** PROBLEM DESCRIPTION **
Each line with the string "bottom" is to be copied from the records below.

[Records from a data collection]
━━━━━━

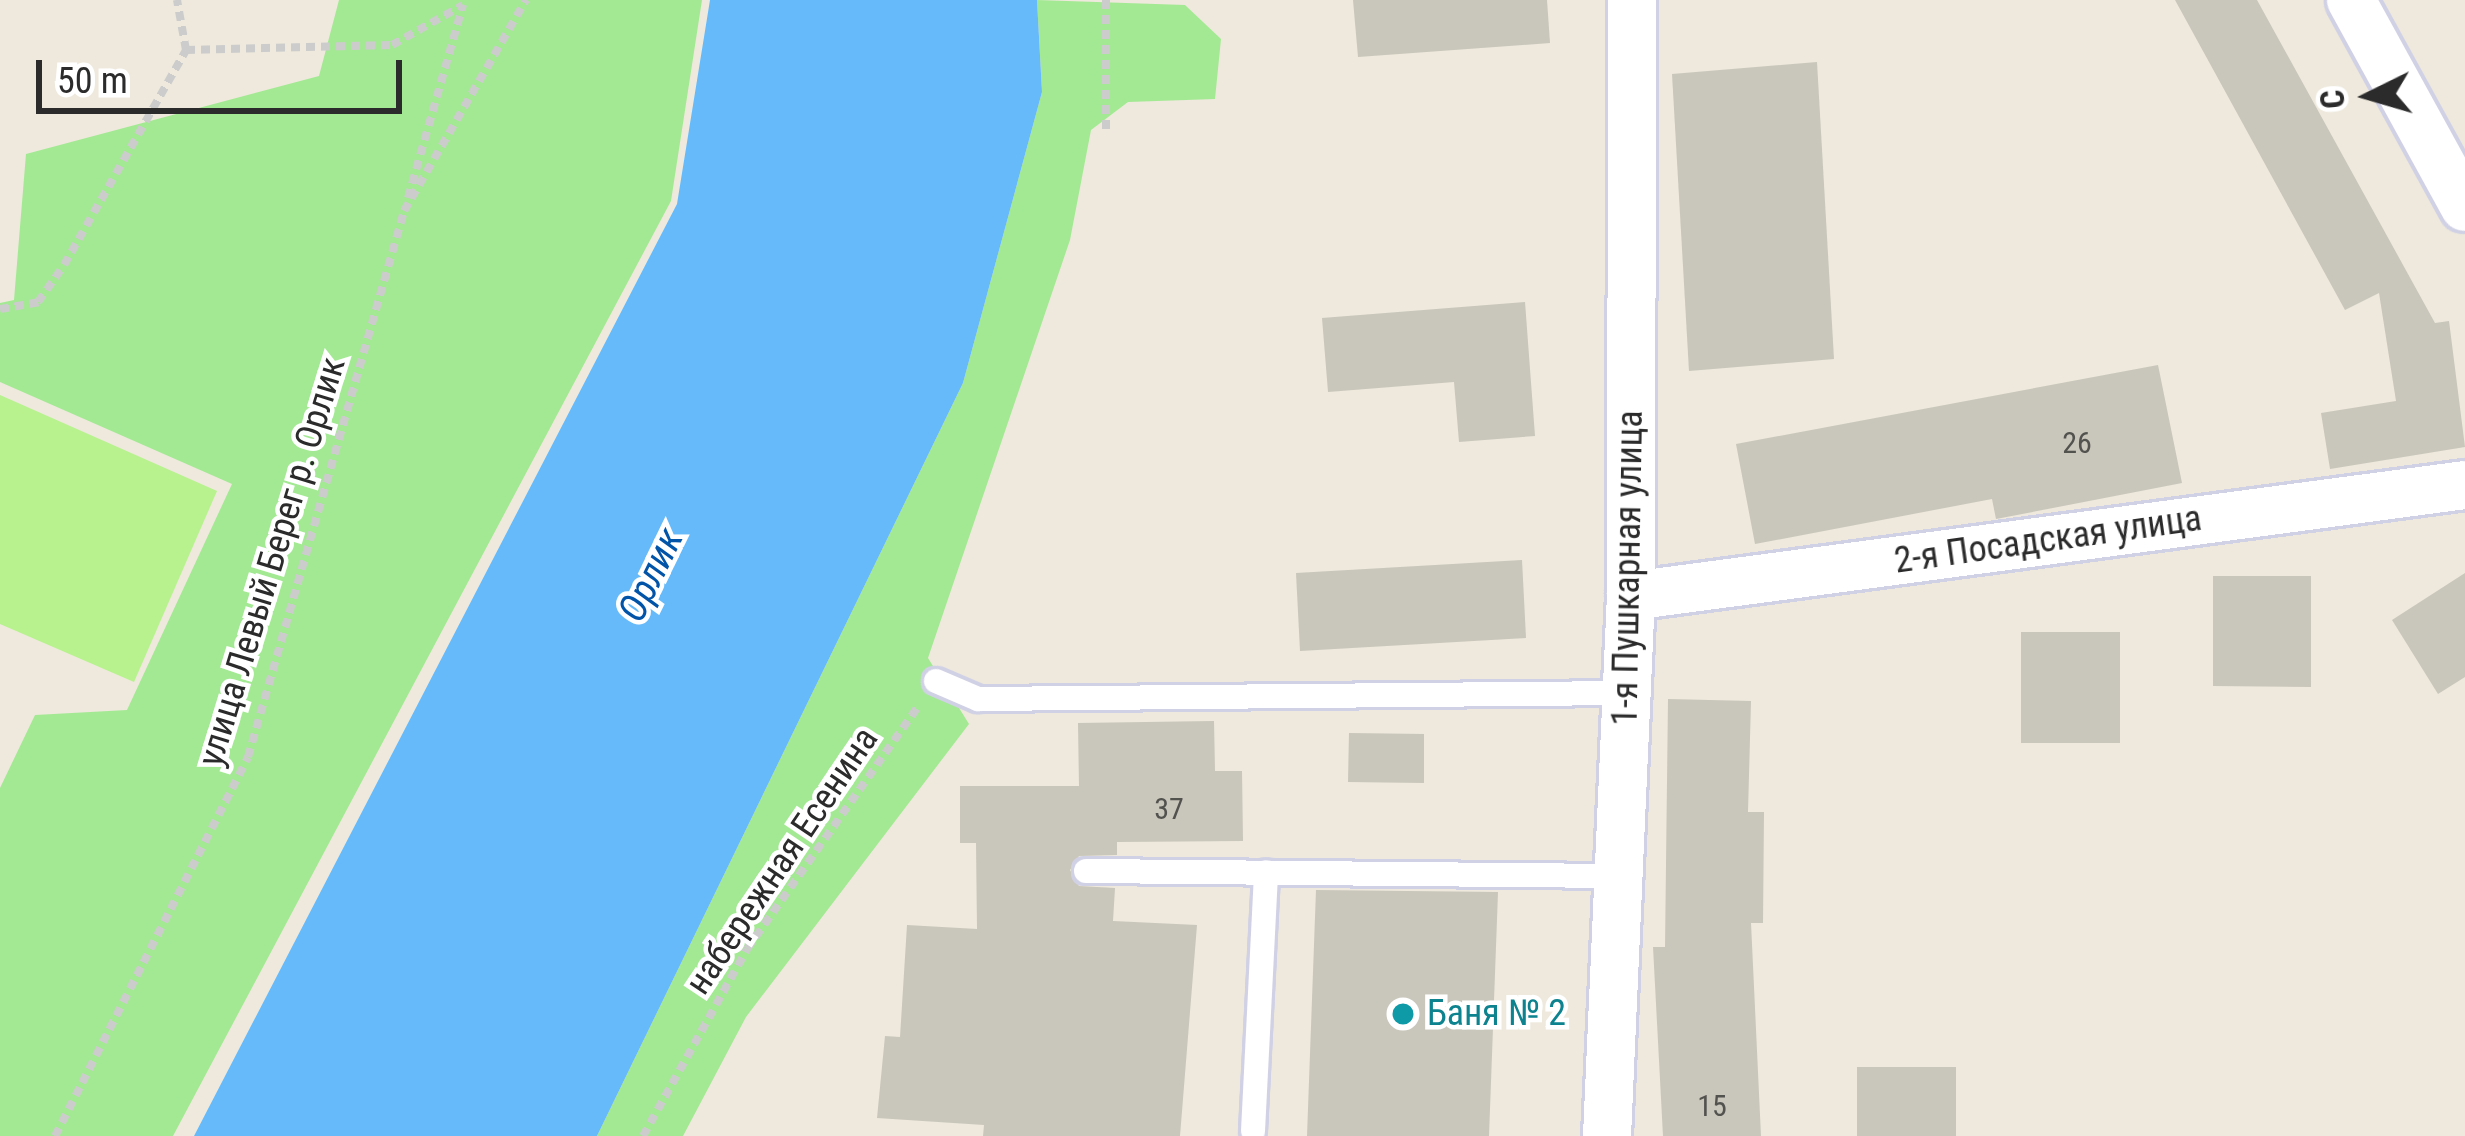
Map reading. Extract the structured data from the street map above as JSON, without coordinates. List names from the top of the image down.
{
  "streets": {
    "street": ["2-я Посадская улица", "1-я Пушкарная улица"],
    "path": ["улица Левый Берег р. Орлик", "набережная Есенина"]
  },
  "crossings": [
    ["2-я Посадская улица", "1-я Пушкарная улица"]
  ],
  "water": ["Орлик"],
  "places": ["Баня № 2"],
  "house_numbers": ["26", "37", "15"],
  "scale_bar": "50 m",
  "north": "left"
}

━━━━━━

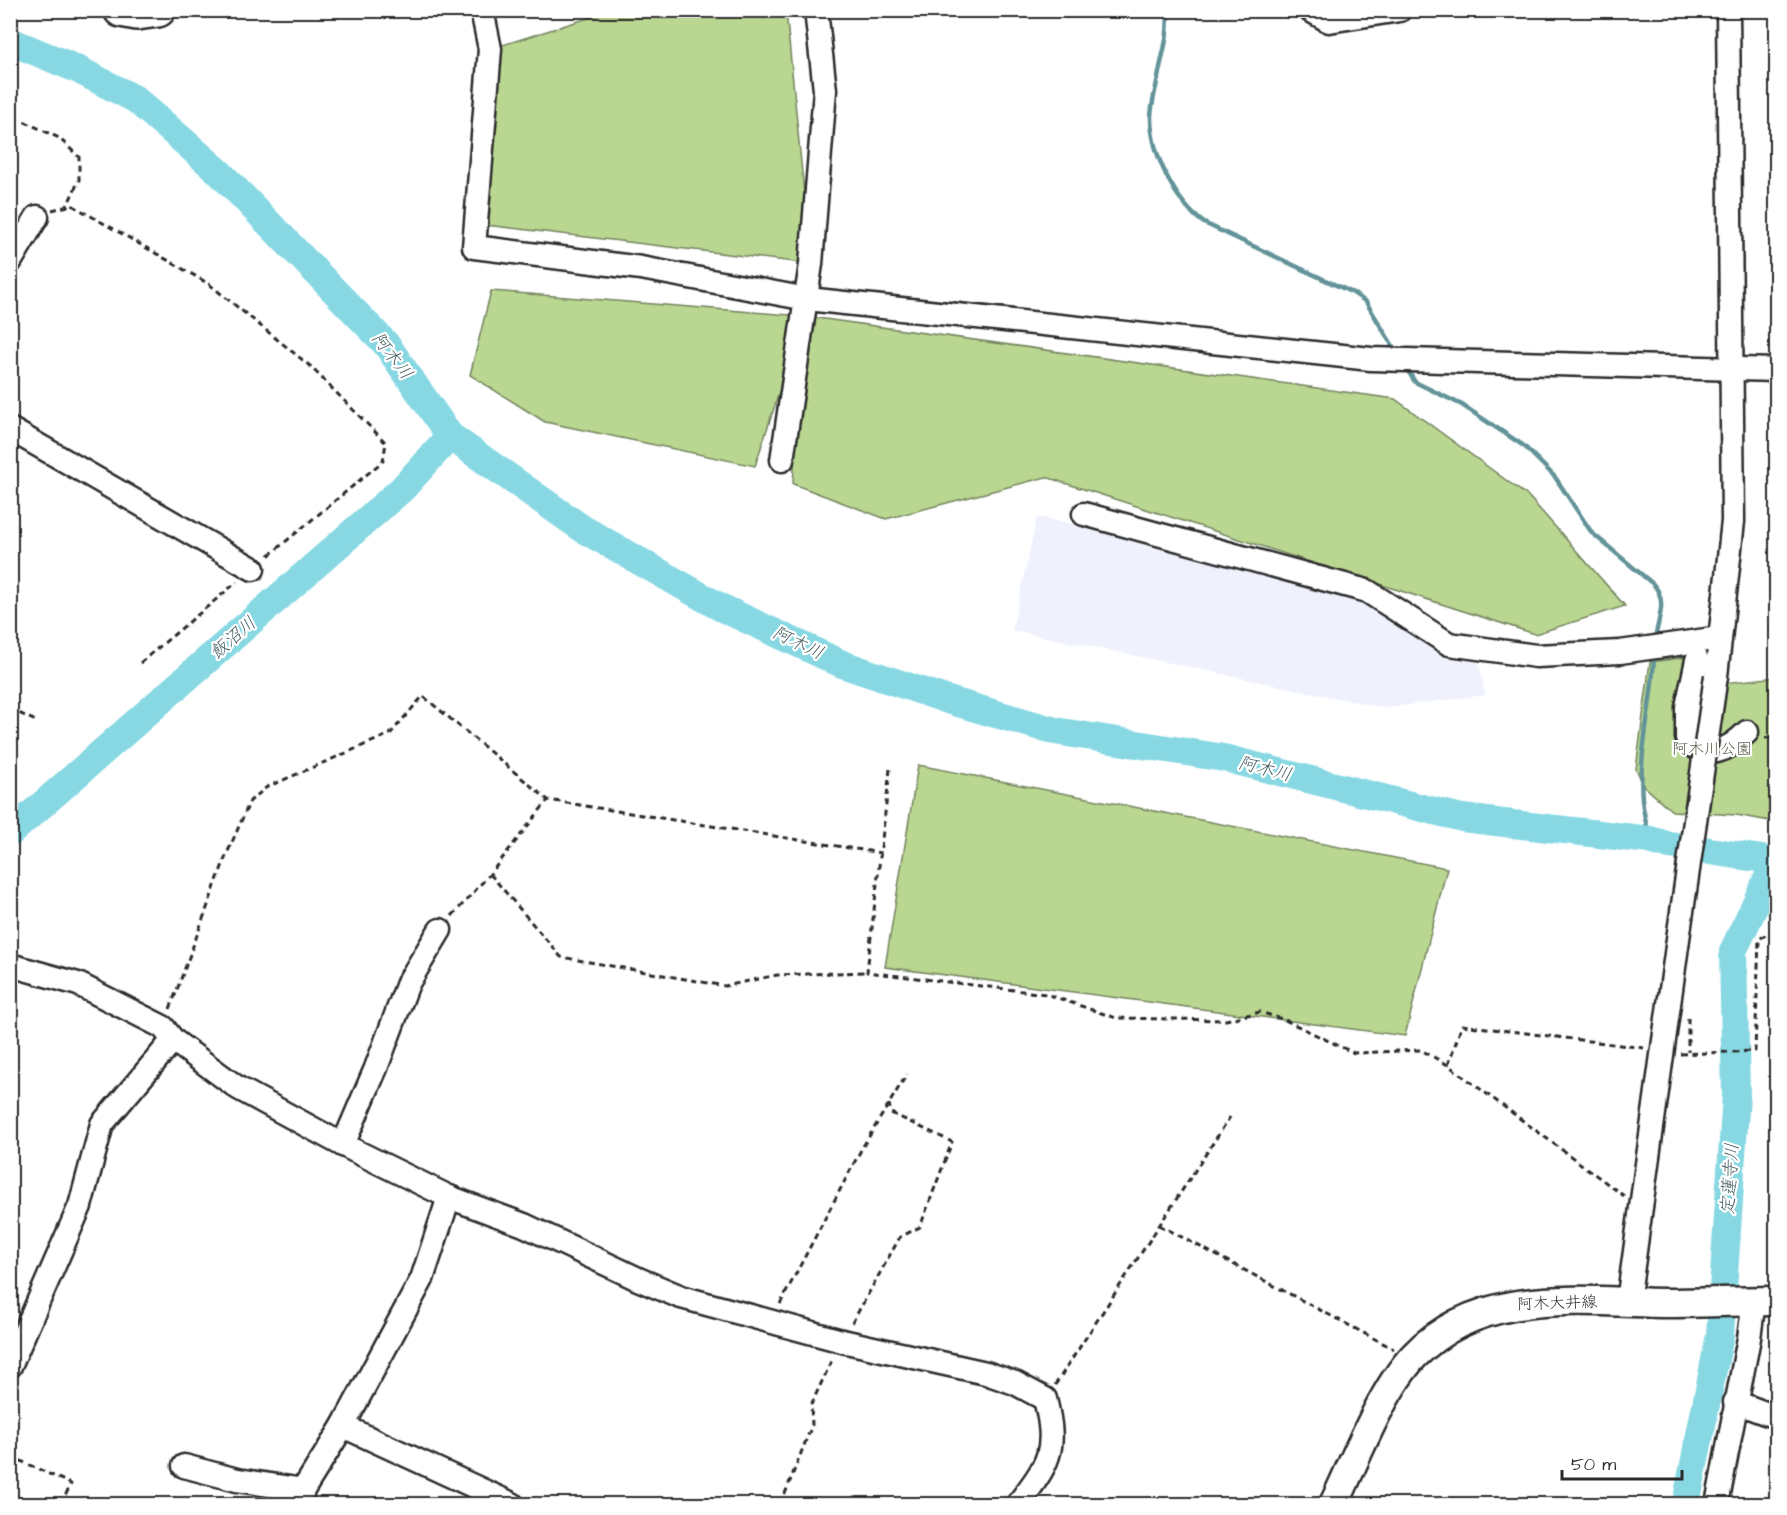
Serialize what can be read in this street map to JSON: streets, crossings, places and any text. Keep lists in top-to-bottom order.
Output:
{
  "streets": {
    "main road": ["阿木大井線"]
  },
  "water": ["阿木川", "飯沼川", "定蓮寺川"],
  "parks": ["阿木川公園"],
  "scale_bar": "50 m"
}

━━━━━━

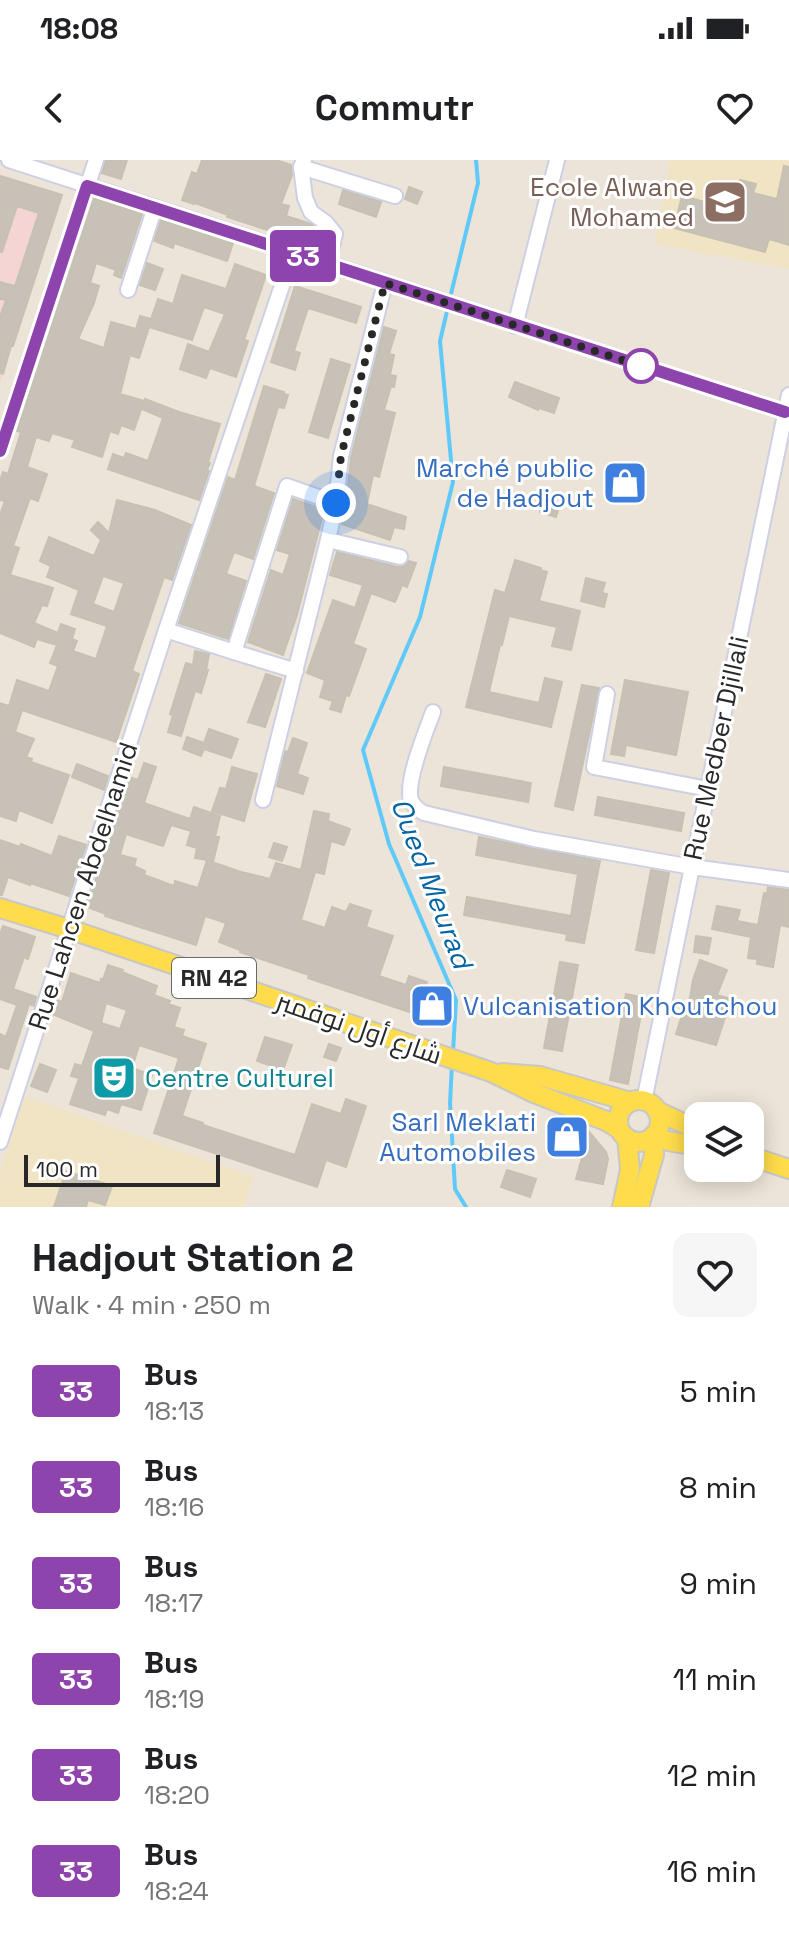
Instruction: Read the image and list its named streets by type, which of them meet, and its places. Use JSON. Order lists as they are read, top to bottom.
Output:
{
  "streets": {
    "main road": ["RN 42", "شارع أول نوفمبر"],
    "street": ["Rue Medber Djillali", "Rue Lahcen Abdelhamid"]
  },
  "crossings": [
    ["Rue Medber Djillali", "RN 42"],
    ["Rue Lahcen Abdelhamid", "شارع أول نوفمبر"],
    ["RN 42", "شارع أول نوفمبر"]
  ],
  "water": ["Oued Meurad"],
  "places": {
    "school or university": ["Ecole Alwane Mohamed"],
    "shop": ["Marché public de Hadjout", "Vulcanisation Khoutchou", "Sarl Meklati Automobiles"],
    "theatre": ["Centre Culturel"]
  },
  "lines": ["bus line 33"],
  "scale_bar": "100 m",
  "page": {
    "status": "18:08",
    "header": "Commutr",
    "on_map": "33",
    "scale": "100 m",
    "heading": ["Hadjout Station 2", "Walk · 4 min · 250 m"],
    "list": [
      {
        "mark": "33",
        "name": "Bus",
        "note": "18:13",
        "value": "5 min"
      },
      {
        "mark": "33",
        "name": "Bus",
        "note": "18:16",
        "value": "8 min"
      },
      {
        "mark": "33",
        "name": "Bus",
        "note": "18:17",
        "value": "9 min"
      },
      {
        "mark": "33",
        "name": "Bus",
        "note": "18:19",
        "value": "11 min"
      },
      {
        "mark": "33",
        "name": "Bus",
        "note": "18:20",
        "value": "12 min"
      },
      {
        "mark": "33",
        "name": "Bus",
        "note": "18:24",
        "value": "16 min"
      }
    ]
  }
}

━━━━━━

** SOLUTION FOR THIS EXERCISE **
Serialize what can be read in this street map to JSON: streets, crossings, places and any text. Keep lists in top-to-bottom order.
Instruction: Read the image and list its named streets by type, which of them meet, and its places. Use JSON. Order lists as they are read, top to bottom.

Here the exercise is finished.